Regardless of your views on smoking, it can also be strangely nice to be in a place where people aren’t so afraid of smoking. Yes, it’s unhealthy and can lead to all kinds of illnesses (which is hardly a secret), but the sweet, rich scent of cigar smoke is such a fundamental part of a night out in Cuba. These hand-rolled beauties smell so much different than the harsh scent of cigarettes, and you might smell someone smoking a cigar many years later, which will instantly remind you of your time in Cuba.
You might not agree with the dominant political system in Cuba, and much of the world did not (which is one of the reasons why Cuba spent decades in the political wilderness). Having said that, it’s so darn interesting to visit a country where the political system is so different to the rest of the world. A word of warning: It’s never polite to be overly critical of a country you’re visiting, and this is particularly true in Cuba. You might loathe the ideals of socialism and communism, but this is not something you should make a big deal of while in Cuba. Political discussions with Cubans can be fine, and yet it should be a discussion; not a list of all the things you think is wrong with Cuba. This is simply impolite. Just enjoy the different points of view.

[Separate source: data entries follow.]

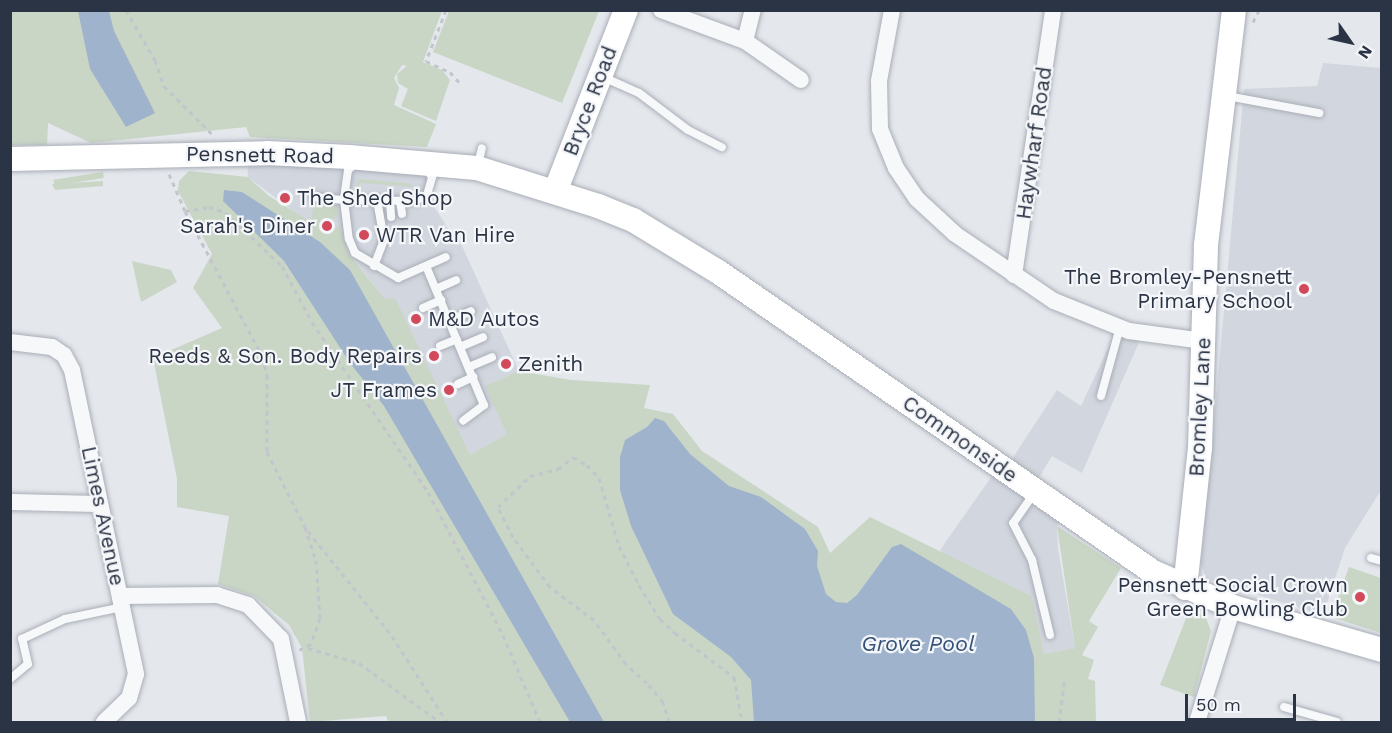 <!DOCTYPE html>
<style>
body{margin:0}
#map{position:relative;width:1392px;height:733px;overflow:hidden;background:#e4e7ec;font-family:"Work Sans",sans-serif}
div>[style]{position:absolute}
[style*='--x']{left:calc(var(--x)*1px);top:calc(var(--y)*1px);width:calc(var(--w)*1px);rotate:calc(var(--a)*1deg)}
.built>*{inset:0;background:#d2d6de}
.green>*{inset:0;background:#c9d6c5;transform-origin:0 0}
.water>*{inset:0;background:#9fb4cc}
.path>*{height:3px;margin-top:-1.5px;transform-origin:0;background:repeating-linear-gradient(90deg,#c2c5cb 0 4.5px,transparent 0 9px)}
.roads{filter:drop-shadow(0 0 2px #a9aeb7) drop-shadow(0 0 2px #a9aeb7)}
.lane>*{height:8px;margin:-4px;padding:0 4px;transform-origin:4px;border-radius:4px;background:#f7f8fa}
.street>*{height:16px;margin:-8px;padding:0 8px;transform-origin:8px;border-radius:8px;background:#f7f8fa}
.secondary>*{height:24px;margin:-12px;padding:0 12px;transform-origin:12px;border-radius:12px;background:#fff}
.dots>*{width:16px;height:16px;translate:-50% -50%;box-sizing:border-box;border:3px solid #f4f6f9;border-radius:50%}
span{translate:-50% -50%;white-space:nowrap;text-align:center;line-height:1.15;-webkit-text-stroke:4.5px #f4f6f9;paint-order:stroke}
.street-label{font-size:21px;color:#2b3445}
.poi-label{font-size:21px;color:#2b3445}
.left{translate:0 -50%;text-align:left}
.right{translate:-100% -50%;text-align:right}
.water-label{font-size:22px;color:#34527a;font-style:italic}
.frame{position:absolute;inset:0;border:12px solid #2b3445;pointer-events:none}
.north{position:absolute;left:1320px;top:12px;width:60px;height:60px;-webkit-text-stroke:4px #f4f6f9;paint-order:stroke;rotate:124deg;font-size:16px;font-weight:700;line-height:24px;text-align:center;color:#2b3445}
.north::after{content:'';display:block;margin:auto;width:21px;height:27px;background:#2b3445;clip-path:polygon(50% 0,100% 100%,50% 72%,0 100%)}
.scale{position:absolute;left:1185px;top:694px;width:111px;height:27px;box-sizing:border-box;border:3px solid #2b3445;border-top:0;padding-left:8px;font-size:18px;line-height:21px;white-space:nowrap;color:#2b3445;-webkit-text-stroke:4px #f4f6f9;paint-order:stroke}
</style>
<div id="map">
<div class="built">
<div style="clip-path:polygon(1323px 63px,1381px 68px,1381px 490px,1345px 548px,1323px 615px,1207px 579px,1201px 565px,1244px 89px,1317px 86px)"></div>
<div style="clip-path:polygon(247px 158px,415px 168px,432px 177px,430px 200px,454px 238px,458px 237px,519px 371px,486px 386px,508px 434px,470px 455px,385px 299px,349px 253px,248px 177px)"></div>
<div style="clip-path:polygon(1118px 327px,1143px 333px,1082px 473px,1052px 456px,1032px 489px,1065px 513px,1057px 526px,1058px 549px,1075px 648px,1044px 654px,940px 550px,999px 466px,1005px 470px,1057px 390px,1081px 406px)"></div>
</div>
<div class="green">
<div style="clip-path:polygon(10px 11px,442px 11px,423px 62px,442px 70px,450px 80px,436px 121px,401px 106px,408px 89px,398px 83px,397px 74px,407px 66px,402px 65px,394px 78px,399px 88px,394px 105px,436px 124px,427px 147px,250px 137px,246px 127px,91px 143px,48px 123px,47px 145px,11px 145px)"></div>
<div style="clip-path:polygon(449px 11px,449px 10px,599px 11px,562px 103px,433px 52px)"></div>
<div style="clip-path:polygon(189px 171px,248px 177px,269px 196px,311px 222px,314px 203px,336px 204px,338px 216px,329px 221px,325px 217px,318px 226px,329px 235px,339px 225px,349px 254px,385px 299px,395px 298px,470px 455px,507px 434px,485px 386px,519px 371px,571px 380px,650px 385px,644px 408px,673px 414px,702px 451px,818px 527px,830px 553px,870px 517px,1031px 596px,1044px 654px,1075px 648px,1057px 526px,1121px 568px,1089px 621px,1098px 627px,1082px 655px,1094px 660px,1088px 679px,1095px 681px,1096px 722px,388px 722px,386px 716px,310px 722px,302px 648px,289px 625px,254px 596px,218px 584px,229px 516px,177px 507px,177px 479px,153px 358px,222px 328px,193px 288px,212px 254px,178px 191px,179px 181px)"></div>
<div style="left:103px;top:172px;width:6px;height:50px;rotate:81deg"></div>
<div style="clip-path:polygon(359px 179px,407px 183px,416px 187px,359px 183px,358px 193px,353px 193px)"></div>
<div style="clip-path:polygon(103px 181px,103px 186px,55px 190px,52px 184px)"></div>
<div style="clip-path:polygon(132px 261px,171px 270px,177px 282px,141px 302px)"></div>
<div style="clip-path:polygon(1349px 567px,1381px 578px,1381px 633px,1331px 617px)"></div>
<div style="clip-path:polygon(1190px 608px,1206px 618px,1211px 631px,1194px 697px,1160px 685px)"></div>
</div>
<div class="water">
<div style="clip-path:polygon(78px 11px,109px 11px,114px 31px,155px 113px,126px 127px,90px 69px)"></div>
<div style="clip-path:polygon(224px 190px,242px 192px,320px 242px,350px 270px,604px 722px,570px 722px,384px 406px,350px 363px,284px 261px,223px 201px)"></div>
<div style="clip-path:polygon(655px 418px,664px 421px,690px 454px,729px 486px,761px 497px,805px 529px,818px 551px,817px 566px,826px 594px,836px 602px,847px 603px,857px 595px,892px 547px,901px 544px,1011px 609px,1026px 630px,1034px 658px,1035px 722px,754px 722px,751px 680px,731px 657px,673px 614px,631px 526px,620px 490px,620px 457px,625px 440px,647px 427px)"></div>
</div>
<div class="path">
<div style="--x:126;--y:10;--w:58;--a:59.9"></div>
<div style="--x:155;--y:60;--w:28;--a:71"></div>
<div style="--x:164;--y:86;--w:69;--a:45"></div>
<div style="--x:446;--y:10;--w:55;--a:111.4"></div>
<div style="--x:426;--y:61;--w:26;--a:25"></div>
<div style="--x:450;--y:72;--w:15;--a:48"></div>
<div style="--x:1253;--y:22;--w:13;--a:-63"></div>
<div style="--x:169;--y:174;--w:40;--a:66.6"></div>
<div style="--x:185;--y:211;--w:24;--a:-9"></div>
<div style="--x:209;--y:207;--w:17;--a:17"></div>
<div style="--x:225;--y:212;--w:79;--a:43.5"></div>
<div style="--x:282;--y:266;--w:64;--a:61.8"></div>
<div style="--x:312;--y:322;--w:206;--a:55.7"></div>
<div style="--x:428;--y:492;--w:161;--a:62.3"></div>
<div style="--x:503;--y:635;--w:95;--a:67"></div>
<div style="--x:185;--y:211;--w:164;--a:62"></div>
<div style="--x:262;--y:356;--w:20;--a:75"></div>
<div style="--x:267;--y:375;--w:77;--a:90"></div>
<div style="--x:267;--y:452;--w:84;--a:63.1"></div>
<div style="--x:305;--y:527;--w:35;--a:72"></div>
<div style="--x:316;--y:560;--w:58;--a:86.1"></div>
<div style="--x:320;--y:618;--w:28;--a:109"></div>
<div style="--x:311;--y:644;--w:13;--a:153"></div>
<div style="--x:308;--y:531;--w:134;--a:51.3"></div>
<div style="--x:392;--y:636;--w:102;--a:57.4"></div>
<div style="--x:308;--y:648;--w:53;--a:16.4"></div>
<div style="--x:359;--y:663;--w:100;--a:36.1"></div>
<div style="--x:669;--y:722;--w:21;--a:-107"></div>
<div style="--x:663;--y:702;--w:25;--a:-130"></div>
<div style="--x:647;--y:683;--w:28;--a:-138"></div>
<div style="--x:626;--y:664;--w:54;--a:-126"></div>
<div style="--x:594;--y:620;--w:55;--a:-143.1"></div>
<div style="--x:550;--y:587;--w:62;--a:-126.5"></div>
<div style="--x:513;--y:537;--w:34;--a:-117"></div>
<div style="--x:498;--y:507;--w:45;--a:-44.1"></div>
<div style="--x:530;--y:476;--w:29;--a:-14"></div>
<div style="--x:558;--y:469;--w:19;--a:-39"></div>
<div style="--x:573;--y:457;--w:16;--a:30"></div>
<div style="--x:587;--y:465;--w:18;--a:47"></div>
<div style="--x:599;--y:478;--w:71;--a:73.6"></div>
<div style="--x:619;--y:546;--w:44;--a:62.9"></div>
<div style="--x:639;--y:585;--w:40;--a:58"></div>
<div style="--x:660;--y:619;--w:21;--a:43"></div>
<div style="--x:675;--y:633;--w:74;--a:36.7"></div>
<div style="--x:734;--y:677;--w:46;--a:79.9"></div>
<div style="--x:1059;--y:722;--w:45;--a:-82.4"></div>
</div>
<div class="roads">
<div class="lane">
<div style="--x:603;--y:77;--w:39;--a:24"></div>
<div style="--x:639;--y:93;--w:61;--a:37.1"></div>
<div style="--x:688;--y:130;--w:38;--a:27"></div>
<div style="--x:1227;--y:96;--w:94;--a:10.5"></div>
<div style="--x:357;--y:162;--w:12;--a:138"></div>
<div style="--x:348;--y:170;--w:30;--a:98"></div>
<div style="--x:344;--y:200;--w:70;--a:0.8"></div>
<div style="--x:414;--y:201;--w:14;--a:-25"></div>
<div style="--x:427;--y:195;--w:19;--a:-74"></div>
<div style="--x:432;--y:177;--w:9;--a:-126"></div>
<div style="--x:478;--y:165;--w:17;--a:-77"></div>
<div style="--x:314;--y:197;--w:30;--a:6"></div>
<div style="--x:344;--y:200;--w:39;--a:83"></div>
<div style="--x:349;--y:239;--w:15;--a:67"></div>
<div style="--x:355;--y:253;--w:50;--a:30.2"></div>
<div style="--x:398;--y:278;--w:52;--a:-23.6"></div>
<div style="--x:390;--y:201;--w:16;--a:86"></div>
<div style="--x:400;--y:201;--w:13;--a:81"></div>
<div style="--x:374;--y:266;--w:28;--a:-69"></div>
<div style="--x:384;--y:240;--w:41;--a:-99.9"></div>
<div style="--x:426;--y:266;--w:151;--a:67.4"></div>
<div style="--x:484;--y:405;--w:26;--a:143"></div>
<div style="--x:436;--y:289;--w:22;--a:-24"></div>
<div style="--x:423;--y:308;--w:20;--a:-24"></div>
<div style="--x:449;--y:321;--w:24;--a:-24"></div>
<div style="--x:440;--y:346;--w:18;--a:-22"></div>
<div style="--x:460;--y:347;--w:25;--a:-23"></div>
<div style="--x:469;--y:367;--w:25;--a:-23"></div>
<div style="--x:458;--y:384;--w:17;--a:-25"></div>
<div style="--x:1101;--y:396;--w:72;--a:-74.6"></div>
<div style="--x:1035;--y:492;--w:38;--a:125"></div>
<div style="--x:1013;--y:523;--w:42;--a:62.8"></div>
<div style="--x:1032;--y:560;--w:77;--a:76.5"></div>
<div style="--x:1371;--y:558;--w:11;--a:15"></div>
<div style="--x:10;--y:679;--w:23;--a:-40"></div>
<div style="--x:28;--y:664;--w:26;--a:-103"></div>
<div style="--x:22;--y:639;--w:47;--a:-24.9"></div>
<div style="--x:65;--y:619;--w:58;--a:-11.9"></div>
<div style="--x:1284;--y:707;--w:55;--a:15.8"></div>
</div>
<div class="street">
<div style="--x:661;--y:10;--w:90;--a:20.3"></div>
<div style="--x:745;--y:41;--w:68;--a:34.9"></div>
<div style="--x:892;--y:10;--w:72;--a:100.4"></div>
<div style="--x:879;--y:81;--w:48;--a:88.8"></div>
<div style="--x:880;--y:129;--w:42;--a:67.7"></div>
<div style="--x:896;--y:168;--w:36;--a:56"></div>
<div style="--x:916;--y:198;--w:53;--a:42.7"></div>
<div style="--x:955;--y:234;--w:120;--a:34.1"></div>
<div style="--x:1054;--y:301;--w:81;--a:21.8"></div>
<div style="--x:1129;--y:331;--w:75;--a:7.7"></div>
<div style="--x:745;--y:41;--w:32;--a:-76"></div>
<div style="--x:1014;--y:275;--w:268;--a:-81.6"></div>
<div style="--x:10;--y:342;--w:42;--a:6.8"></div>
<div style="--x:52;--y:347;--w:14;--a:34"></div>
<div style="--x:64;--y:355;--w:17;--a:62"></div>
<div style="--x:72;--y:370;--w:311;--a:78.1"></div>
<div style="--x:136;--y:674;--w:25;--a:106"></div>
<div style="--x:129;--y:698;--w:35;--a:136"></div>
<div style="--x:10;--y:502;--w:90;--a:1.3"></div>
<div style="--x:121;--y:596;--w:96;--a:-0.6"></div>
<div style="--x:217;--y:595;--w:33;--a:18"></div>
<div style="--x:248;--y:605;--w:47;--a:45.9"></div>
<div style="--x:281;--y:639;--w:85;--a:78.4"></div>
<div style="--x:1197;--y:722;--w:121;--a:-72.6"></div>
</div>
<div class="secondary">
<div style="--x:10;--y:159;--w:257;--a:-1.3"></div>
<div style="--x:267;--y:153;--w:82;--a:2.8"></div>
<div style="--x:349;--y:157;--w:128;--a:4.9"></div>
<div style="--x:477;--y:168;--w:127;--a:17.4"></div>
<div style="--x:598;--y:206;--w:38;--a:22"></div>
<div style="--x:633;--y:220;--w:98;--a:31.3"></div>
<div style="--x:717;--y:271;--w:530;--a:34.62"></div>
<div style="--x:1153;--y:572;--w:87;--a:23.6"></div>
<div style="--x:1233;--y:607;--w:155;--a:16.1"></div>
<div style="--x:555;--y:192;--w:195;--a:-68.7"></div>
<div style="--x:1185;--y:588;--w:141;--a:-83.9"></div>
<div style="--x:1200;--y:448;--w:203;--a:-88.3"></div>
<div style="--x:1206;--y:245;--w:237;--a:-83.2"></div>
</div>
</div>
<div class="dots">
<div style="left:285px;top:198px;background:#d1495b"></div>
<div style="left:327px;top:226px;background:#d1495b"></div>
<div style="left:364px;top:235px;background:#d1495b"></div>
<div style="left:1304px;top:289px;background:#d1495b"></div>
<div style="left:416px;top:319px;background:#d1495b"></div>
<div style="left:434px;top:356px;background:#d1495b"></div>
<div style="left:506px;top:364px;background:#d1495b"></div>
<div style="left:449px;top:390px;background:#d1495b"></div>
<div style="left:1360px;top:597px;background:#d1495b"></div>
</div>
<div class="street-label">
<span style="left:590px;top:101px;rotate:-69deg">Bryce Road</span>
<span style="left:1034px;top:143px;rotate:-82deg">Haywharf Road</span>
<span style="left:260px;top:155px;rotate:1deg">Pensnett Road</span>
<span style="left:1200px;top:407px;rotate:-87deg">Bromley Lane</span>
<span style="left:960px;top:439px;rotate:35deg">Commonside</span>
<span style="left:103px;top:516px;rotate:78deg">Limes Avenue</span>
</div>
<div class="poi-label">
<span class="left" style="left:297px;top:198px">The Shed Shop</span>
<span class="right" style="left:315px;top:226px">Sarah's Diner</span>
<span class="left" style="left:376px;top:235px">WTR Van Hire</span>
<span class="right" style="left:1292px;top:289px">The Bromley-Pensnett<br>Primary School</span>
<span class="left" style="left:428px;top:319px">M&amp;D Autos</span>
<span class="right" style="left:422px;top:356px">Reeds &amp; Son. Body Repairs</span>
<span class="left" style="left:518px;top:364px">Zenith</span>
<span class="right" style="left:437px;top:390px">JT Frames</span>
<span class="right" style="left:1348px;top:597px">Pensnett Social Crown<br>Green Bowling Club</span>
</div>
<div class="water-label">
<span style="left:918px;top:644px">Grove Pool</span>
</div>
<div class="frame"></div>
<div class="north">N</div>
<div class="scale">50 m</div>
</div>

The nightlife of Cuba is something that many people are keen to experience. It’s not all rum and cigars, and let’s not forget that its music is one of Cuba’s most famous exports. When the salsa music begins to play (and it’s often performed by a wonderfully-talented live band), it can be astonishing to watch the locals dance.
Cuba has one of the highest literacy rates in the world, and it seems that in addition to reading and writing, everyone was taught to dance. Or maybe it’s just in their blood! Don’t be afraid to join in, even if your own salsa dancing skills are somewhat lacking.
The Warmth of the People
Group tours in Cuba are a great way to make new friends, but you can also make a lot of Cuban friends. People are warm and curious, and just so darn friendly. If you happen to stay at a Casa Particular (a Cuban bed and breakfast), you will feel like you’re staying with some long-lost family members.
English isn’t so widely spoken, but people will do their best to communicate with you and to make you feel so very welcome.